"How're you doing?" "What's up?" "Nice to see you!" "Pleased to meet you!"
How easily we toss off such comments in the course of a day to everyone from the dry cleaner to the vegetable stand clerk, even to our own family and friends.
No matter how sincerely meant, such terms are but acceptable shorthand for actually connecting with another human being.
We are then excused politely from making any deeper effort to know - really - how another person is "doing" and, even more importantly, "who" really are the people who people our lives.
Surely we aren't meant to know intimately everyone who passes through our lives or crosses our paths.
Life is too short. It is far better, wouldn't you agree, to know fewer people better than hundreds superficially. (Facebook?) We seek out those with similar backgrounds, lifestyles, common interests or proximity and with time and interaction, we come to know them - to some extent and some more closely than others. We are well served and satisfied if we can count our very best friends on one hand.
However, to know someone truly, deeply, personally is an elusive goal to me, maybe even impossible because at any moment an unknown side or a fact carefully hidden or obscured can come to light. Circumstances that arise can make people do or say things you never foresaw, and suddenly you question just how well you know that person, even know yourself.
For example, a group of us once participated in a "poverty experience" sponsored by the Cooperative Extension Service. We each were assigned roles in a variety of family units in varying circumstances. We had a set amount of money - not much - to pay bills weekly, and sometimes there were but pennies left with which to feed the children. One participant, a deeply religious grandmother, discovered that, given the opportunity, she would steal if that were the only way to feed her kids.
How to know someone - really - has been on my mind this week, having attended two funerals. In fact, there will be a third one tomorrow. One was for an elderly aunt, my last aunt. Because she lived hours away, I mainly held impressions I experienced as a child. She liked to laugh, yet I deemed her rather rigid, perhaps impatient and even a little demanding. Perhaps those were good qualities that served her well in her circumstances, but a child perceived them differently. Yet in her eulogy, I learned of a giving, generous, compassionate woman who served her church, community and family with passion, one whose hands were never idle if there were a need to be filled. She enjoyed close friendships with her bridge group and Sunday school class and the respect of her grandchildren and great-grandchildren. Why did I not know these things?
Another funeral this week revealed to me the soft, sweet, compassionate nature of a man I mainly knew as a quietly efficient and valued county employee, a lawyer and stalwart of his church, my church.
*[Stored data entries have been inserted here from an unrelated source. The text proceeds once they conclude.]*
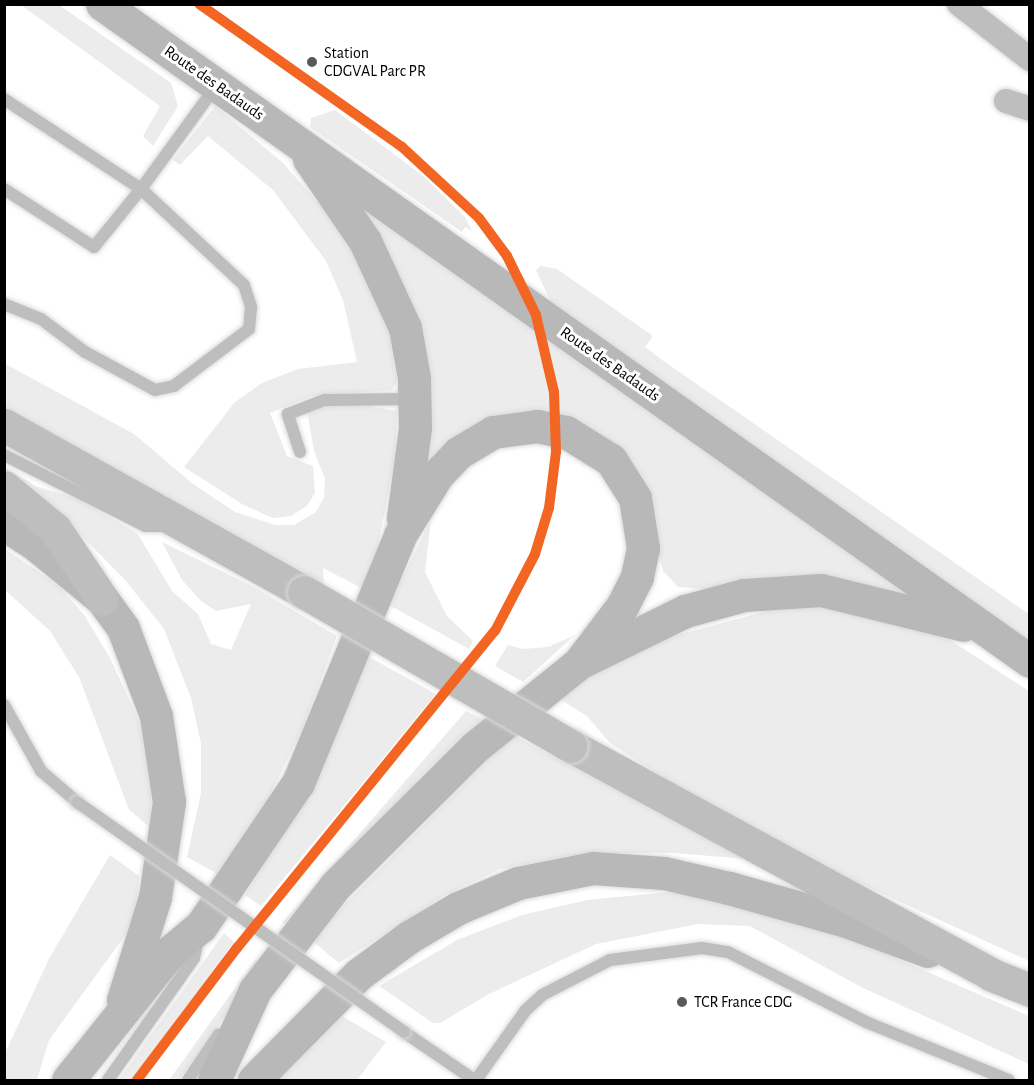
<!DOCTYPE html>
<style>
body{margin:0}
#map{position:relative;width:1034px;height:1085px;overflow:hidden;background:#fff;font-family:"Alegreya Sans",sans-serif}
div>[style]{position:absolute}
.green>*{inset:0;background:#ececec}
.roads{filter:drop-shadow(0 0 2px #dbdbdb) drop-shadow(0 0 2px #dbdbdb)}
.lane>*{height:12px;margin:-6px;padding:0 6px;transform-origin:6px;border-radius:6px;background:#bebebe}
.street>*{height:24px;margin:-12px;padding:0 12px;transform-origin:12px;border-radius:12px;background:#bebebe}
.secondary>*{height:33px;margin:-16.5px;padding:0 16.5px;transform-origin:16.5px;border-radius:16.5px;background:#b8b8b8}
.primary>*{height:33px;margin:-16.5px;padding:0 16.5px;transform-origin:16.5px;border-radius:16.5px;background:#bebebe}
.bridges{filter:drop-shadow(0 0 2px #dbdbdb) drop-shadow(0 0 2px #dbdbdb)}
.lane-bridge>*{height:12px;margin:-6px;padding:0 6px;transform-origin:6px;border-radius:6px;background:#bebebe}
.primary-bridge>*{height:33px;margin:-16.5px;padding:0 16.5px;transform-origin:16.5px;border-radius:16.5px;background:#bebebe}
.metro-1>*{height:10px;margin:-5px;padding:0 5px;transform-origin:5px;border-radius:5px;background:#f26522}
.dots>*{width:16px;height:16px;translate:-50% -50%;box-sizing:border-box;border:3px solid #fff;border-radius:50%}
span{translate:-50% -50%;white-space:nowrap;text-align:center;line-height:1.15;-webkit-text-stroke:6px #fff;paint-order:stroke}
.poi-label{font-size:16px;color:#000}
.left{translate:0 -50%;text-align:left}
.street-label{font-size:16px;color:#000}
.frame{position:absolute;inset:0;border:6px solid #000;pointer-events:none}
</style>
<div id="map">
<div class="green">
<i style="clip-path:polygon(21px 5px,59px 5px,171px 83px,178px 106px,153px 146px,143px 136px,160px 106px)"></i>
<i style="clip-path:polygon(215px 106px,282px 162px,345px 233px,387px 322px,397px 382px,392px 390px,311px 396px,270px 413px,287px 456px,313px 466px,315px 493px,307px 506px,291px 516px,273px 518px,242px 504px,184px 467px,235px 402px,262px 383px,298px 369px,357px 362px,343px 300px,326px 261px,273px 190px,208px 136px,180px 165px,173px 160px)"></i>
<i style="clip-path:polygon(335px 110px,422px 175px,465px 217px,472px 231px,465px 227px,462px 232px,310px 127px,311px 118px)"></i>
<i style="clip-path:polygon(349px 193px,928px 605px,678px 587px,663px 571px,641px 484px,533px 412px,422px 473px,423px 364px)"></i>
<i style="clip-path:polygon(541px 266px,557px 269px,653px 336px,645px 347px,662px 360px,1029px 614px,1029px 642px,551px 303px,536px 270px)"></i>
<i style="clip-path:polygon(4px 363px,134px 434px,193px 484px,235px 512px,275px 525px,294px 525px,316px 512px,324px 497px,325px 479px,314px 451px,307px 411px,325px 406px,362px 405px,397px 411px,395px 458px,369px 592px,323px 568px,324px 587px,5px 410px)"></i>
<i style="clip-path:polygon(5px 467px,35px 486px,76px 498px,137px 533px,172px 591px,198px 614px,211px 644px,231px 650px,251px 604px,216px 611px,201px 601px,182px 580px,162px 542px,254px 587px,337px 636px,303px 727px,249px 838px,225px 878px,187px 857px,201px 793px,201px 743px,191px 698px,164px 629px,126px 581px,81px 535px,34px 496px,5px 479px)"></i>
<i style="clip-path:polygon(431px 520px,425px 572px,447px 616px,473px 641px,469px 649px,389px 605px)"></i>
<i style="clip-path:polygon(5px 549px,59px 586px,85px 616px,110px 658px,140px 723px,151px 783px,152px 829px,129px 810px,79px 677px,50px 631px,5px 590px)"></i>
<i style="clip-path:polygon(835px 604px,906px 618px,950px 640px,1029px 691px,1029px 961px,859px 883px,677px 786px,610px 743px,587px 716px,555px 696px,639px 645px,783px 607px)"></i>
<i style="clip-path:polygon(575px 635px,523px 682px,495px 666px,508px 645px,523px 649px,548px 647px)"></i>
<i style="clip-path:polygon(369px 657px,436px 694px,261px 906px,245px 895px,290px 824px)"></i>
<i style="clip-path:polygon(466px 711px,485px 720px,426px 771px,290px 924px,282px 923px)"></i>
<i style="clip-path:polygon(513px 735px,745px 859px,676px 853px,587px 853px,500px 869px,445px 895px,339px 963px,310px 939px)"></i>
<i style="clip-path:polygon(110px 855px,139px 876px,137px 900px,126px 934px,49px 1040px,37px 1080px,5px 1080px,5px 1053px,50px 957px)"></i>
<i style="clip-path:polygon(680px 891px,847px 937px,1029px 1016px,1029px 1064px,861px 987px,750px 926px,698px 924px,596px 944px,489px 994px,440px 1023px,433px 1023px,379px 986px,457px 940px,522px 915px,587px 900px)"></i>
<i style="clip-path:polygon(224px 933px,234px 942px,132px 1080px,119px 1080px)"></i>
<i style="clip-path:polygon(256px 959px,263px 963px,179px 1080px,169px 1080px)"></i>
<i style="clip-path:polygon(342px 1016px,386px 1042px,357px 1080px,273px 1080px)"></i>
</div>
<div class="roads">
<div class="lane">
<i style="left:4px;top:99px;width:164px;rotate:33.3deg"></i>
<i style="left:141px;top:189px;width:127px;rotate:-53.9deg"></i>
<i style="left:4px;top:189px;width:107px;rotate:32.8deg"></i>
<i style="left:94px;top:247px;width:75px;rotate:-51deg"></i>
<i style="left:141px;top:189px;width:141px;rotate:43deg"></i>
<i style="left:244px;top:285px;width:23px;rotate:72deg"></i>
<i style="left:251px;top:307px;width:22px;rotate:95deg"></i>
<i style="left:249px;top:329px;width:94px;rotate:142.8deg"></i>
<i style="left:174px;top:386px;width:19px;rotate:168deg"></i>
<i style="left:155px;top:390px;width:80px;rotate:-151.5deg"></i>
<i style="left:85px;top:352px;width:55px;rotate:-143.1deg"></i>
<i style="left:41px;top:319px;width:40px;rotate:-158deg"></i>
<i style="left:300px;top:452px;width:40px;rotate:-108deg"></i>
<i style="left:288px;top:414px;width:40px;rotate:-21deg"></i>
<i style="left:325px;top:400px;width:88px;rotate:-0.7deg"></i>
<i style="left:4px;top:455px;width:158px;rotate:26.7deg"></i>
<i style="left:145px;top:526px;width:22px"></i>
<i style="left:4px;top:705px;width:76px;rotate:60.7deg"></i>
<i style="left:41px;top:771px;width:48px;rotate:40.7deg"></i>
<i style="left:404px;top:1032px;width:85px;rotate:34.4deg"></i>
<i style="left:108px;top:1080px;width:149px;rotate:-54.8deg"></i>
<i style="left:194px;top:958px;width:23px;rotate:-77deg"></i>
<i style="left:188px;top:1080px;width:55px;rotate:-56deg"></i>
<i style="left:476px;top:1080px;width:85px;rotate:-54.6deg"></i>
<i style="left:525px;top:1011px;width:23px;rotate:-43deg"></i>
<i style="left:542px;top:995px;width:76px;rotate:-27.2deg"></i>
<i style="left:610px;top:960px;width:93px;rotate:-7.4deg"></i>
<i style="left:702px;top:948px;width:26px;rotate:9deg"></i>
<i style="left:728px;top:952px;width:155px;rotate:26.9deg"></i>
<i style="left:866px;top:1022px;width:154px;rotate:22.1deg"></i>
</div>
<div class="street">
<i style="left:959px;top:4px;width:90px;rotate:37.8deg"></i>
<i style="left:1006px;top:101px;width:25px;rotate:18deg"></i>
</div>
<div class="secondary">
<i style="left:102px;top:4px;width:1137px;rotate:35.3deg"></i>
<i style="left:309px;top:159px;width:99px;rotate:55.7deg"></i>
<i style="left:365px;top:241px;width:96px;rotate:65.3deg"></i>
<i style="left:405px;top:328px;width:51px;rotate:79.8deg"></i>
<i style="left:414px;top:378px;width:50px;rotate:88.9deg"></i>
<i style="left:415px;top:428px;width:91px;rotate:97.6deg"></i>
<i style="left:4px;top:524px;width:38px;rotate:33deg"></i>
<i style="left:36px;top:545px;width:85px;rotate:39.3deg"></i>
<i style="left:102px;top:599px;width:36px;rotate:54deg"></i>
<i style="left:123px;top:628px;width:94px;rotate:69.4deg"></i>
<i style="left:156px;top:716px;width:87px;rotate:81.4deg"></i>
<i style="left:169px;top:802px;width:96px;rotate:98.4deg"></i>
<i style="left:155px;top:897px;width:108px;rotate:107.3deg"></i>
<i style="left:68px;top:1080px;width:165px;rotate:-51.4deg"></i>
<i style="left:171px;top:951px;width:39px;rotate:-40deg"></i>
<i style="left:201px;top:926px;width:173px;rotate:-55.9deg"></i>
<i style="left:298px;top:783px;width:268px;rotate:-67.6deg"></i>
<i style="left:400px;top:535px;width:72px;rotate:-58.1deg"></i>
<i style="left:438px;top:474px;width:29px;rotate:-46deg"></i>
<i style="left:458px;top:453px;width:41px;rotate:-31deg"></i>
<i style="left:493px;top:432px;width:44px;rotate:-7.8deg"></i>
<i style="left:537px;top:426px;width:30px;rotate:12deg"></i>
<i style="left:566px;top:432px;width:53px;rotate:31.9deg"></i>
<i style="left:611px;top:460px;width:45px;rotate:57.7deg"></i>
<i style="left:635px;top:498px;width:51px;rotate:80.9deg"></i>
<i style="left:643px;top:548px;width:30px;rotate:102deg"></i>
<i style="left:637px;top:577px;width:31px;rotate:117deg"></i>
<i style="left:623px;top:605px;width:73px;rotate:127.2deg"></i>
<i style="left:214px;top:1080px;width:99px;rotate:-65.5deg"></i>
<i style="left:255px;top:990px;width:131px;rotate:-52.4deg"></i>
<i style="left:335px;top:886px;width:197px;rotate:-44.8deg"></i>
<i style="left:475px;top:747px;width:134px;rotate:-38.9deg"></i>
<i style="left:579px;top:663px;width:118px;rotate:-26.1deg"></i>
<i style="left:685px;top:611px;width:61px;rotate:-15.2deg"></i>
<i style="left:744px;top:595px;width:77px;rotate:-3.7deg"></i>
<i style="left:821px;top:590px;width:146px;rotate:13.8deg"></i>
<i style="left:254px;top:1080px;width:149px;rotate:-45.3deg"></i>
<i style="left:359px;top:974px;width:62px;rotate:-36.5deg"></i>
<i style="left:409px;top:937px;width:57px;rotate:-30.6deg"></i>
<i style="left:458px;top:908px;width:65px;rotate:-22.6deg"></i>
<i style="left:518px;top:883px;width:76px;rotate:-11.3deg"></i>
<i style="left:593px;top:868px;width:71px;rotate:4deg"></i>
<i style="left:664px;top:873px;width:67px;rotate:13deg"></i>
<i style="left:729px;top:888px;width:122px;rotate:15.8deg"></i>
<i style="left:846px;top:921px;width:87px;rotate:20.1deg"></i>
</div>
<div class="primary">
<i style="left:4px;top:425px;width:343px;rotate:29.1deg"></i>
<i style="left:4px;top:487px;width:66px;rotate:39.5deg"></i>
<i style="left:55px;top:529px;width:84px;rotate:56.1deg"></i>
<i style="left:571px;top:746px;width:479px;rotate:28.5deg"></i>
<i style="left:992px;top:975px;width:41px;rotate:21.5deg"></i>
</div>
</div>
<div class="bridges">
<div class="lane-bridge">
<i style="left:77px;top:802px;width:400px;rotate:35.1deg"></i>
</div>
<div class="primary-bridge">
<i style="left:304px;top:592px;width:308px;rotate:30deg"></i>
</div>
</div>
<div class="metro-1">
<i style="left:137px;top:1080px;width:166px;rotate:-52.9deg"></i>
<i style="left:237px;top:948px;width:409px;rotate:-50.9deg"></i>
<i style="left:495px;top:631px;width:87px;rotate:-62.5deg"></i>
<i style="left:535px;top:554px;width:48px;rotate:-73.1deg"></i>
<i style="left:549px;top:508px;width:56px;rotate:-82.9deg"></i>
<i style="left:556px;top:452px;width:60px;rotate:-91.9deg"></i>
<i style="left:554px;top:392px;width:79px;rotate:-103.2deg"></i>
<i style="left:536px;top:315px;width:66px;rotate:-116.2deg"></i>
<i style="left:507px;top:256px;width:47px;rotate:-126.4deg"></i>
<i style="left:479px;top:218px;width:105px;rotate:-137.3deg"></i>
<i style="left:402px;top:147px;width:248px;rotate:-144.8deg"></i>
</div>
<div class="dots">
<i style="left:312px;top:62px;background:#595959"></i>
<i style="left:682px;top:1002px;background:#595959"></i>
</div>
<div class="poi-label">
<span class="left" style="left:324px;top:62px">Station<br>CDGVAL Parc PR</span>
<span class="left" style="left:694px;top:1002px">TCR France CDG</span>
</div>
<div class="street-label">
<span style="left:214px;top:83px;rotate:35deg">Route des Badauds</span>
<span style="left:610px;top:364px;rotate:35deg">Route des Badauds</span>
</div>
<div class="frame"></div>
</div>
Just his presence conveyed dignity where he worked and worshipped. He was nothing but devoted to his beautiful wife, I saw that regularly, but from his stepchildren, I learned of the ways in which he won their hearts, offered wise counsel when asked and earned their love and respect over the years. From his office mate, I learned of his dry, wry wit, that he loved to play jokes and that he was a good listener and problem-solver. It was nothing less than I might have expected, but why did it take a funeral for me to come to "know" this kind man better than I knew him? He was worth knowing.
Speaking personally, getting to really know one's self, myself, can be the quest of a lifetime and worthy of the time and effort. I didn't actually begin the quest until my soul and spirit turned restless and inspired the beginning of this journey. It was all too easy to think - even at the age of 40 - that one was fully formed and life was an open book, but close to middle age for many of us, figuring out who we really are becomes an important question that never before mattered. "Who" we are isn't just "what" we do, "who" we know, "where" we live or "how" we spend our time. And the "who" can certainly change over the course of a life as we evolve in response to education and experience. The circumstances of our lives form and can define us, but the "who" remains elusive to all but the Creative Entity.
The unexamined life, said Socrates, is not worth living.
Barbara Morgan is a Covington resident with a background in newspaper journalism, state government and politics.